4.2.2 Negative Acknowledgements (NACK) packet

   The format of the NACK packet is as follow:

        0                   1                   2                   3
        0 1 2 3 4 5 6 7 8 9 0 1 2 3 4 5 6 7 8 9 0 1 2 3 4 5 6 7 8 9 0 1
       +-+-+-+-+-+-+-+-+-+-+-+-+-+-+-+-+-+-+-+-+-+-+-+-+-+-+-+-+-+-+-+-+
       |V=2|P|   MBZ   | PT=RTCP_NACK  |           length              |
       +-+-+-+-+-+-+-+-+-+-+-+-+-+-+-+-+-+-+-+-+-+-+-+-+-+-+-+-+-+-+-+-+
       |                              SSRC                             |
       +-+-+-+-+-+-+-+-+-+-+-+-+-+-+-+-+-+-+-+-+-+-+-+-+-+-+-+-+-+-+-+-+
       |              FSN              |              BLP              |
       +-+-+-+-+-+-+-+-+-+-+-+-+-+-+-+-+-+-+-+-+-+-+-+-+-+-+-+-+-+-+-+-+

   The various fields T, P, PT, length and SSRC are defined in the RTP
   specification [RFC3550]. The value of the packet type (PT) identifier
   is the constant RTCP_NACK (193).
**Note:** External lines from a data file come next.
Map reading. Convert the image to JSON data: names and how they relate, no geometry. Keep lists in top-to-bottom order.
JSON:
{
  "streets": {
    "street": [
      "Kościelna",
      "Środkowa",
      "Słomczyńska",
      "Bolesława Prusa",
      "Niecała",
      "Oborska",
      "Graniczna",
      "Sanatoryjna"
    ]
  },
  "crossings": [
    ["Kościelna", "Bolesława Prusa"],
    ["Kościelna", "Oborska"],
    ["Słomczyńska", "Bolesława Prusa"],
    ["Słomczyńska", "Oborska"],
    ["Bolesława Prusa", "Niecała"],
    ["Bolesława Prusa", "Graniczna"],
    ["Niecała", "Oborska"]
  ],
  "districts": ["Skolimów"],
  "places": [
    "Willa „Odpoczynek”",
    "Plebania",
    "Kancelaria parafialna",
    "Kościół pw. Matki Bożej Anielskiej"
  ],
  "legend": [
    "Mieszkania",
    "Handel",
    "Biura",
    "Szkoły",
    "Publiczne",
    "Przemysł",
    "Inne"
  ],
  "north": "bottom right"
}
SSRC is the synchronization source
   identifier for the sender of this packet.

   The two remaining fields have the following meanings:

   First Sequence Number (FSN): 16 bits

   Identifies the first sequence number lost.

   Bitmask of following lost packets (BLP): 16 bits

   A bit is set to 1 if the corresponding packet has been lost, and set
   to 0 otherwise. BLP is set to 0 only if no packet other than that
   being NACKed (using the FSN field) has been lost. BLP is set to
   0x00001 if the packet corresponding to the FSN and the following
   packet have been lost, etc.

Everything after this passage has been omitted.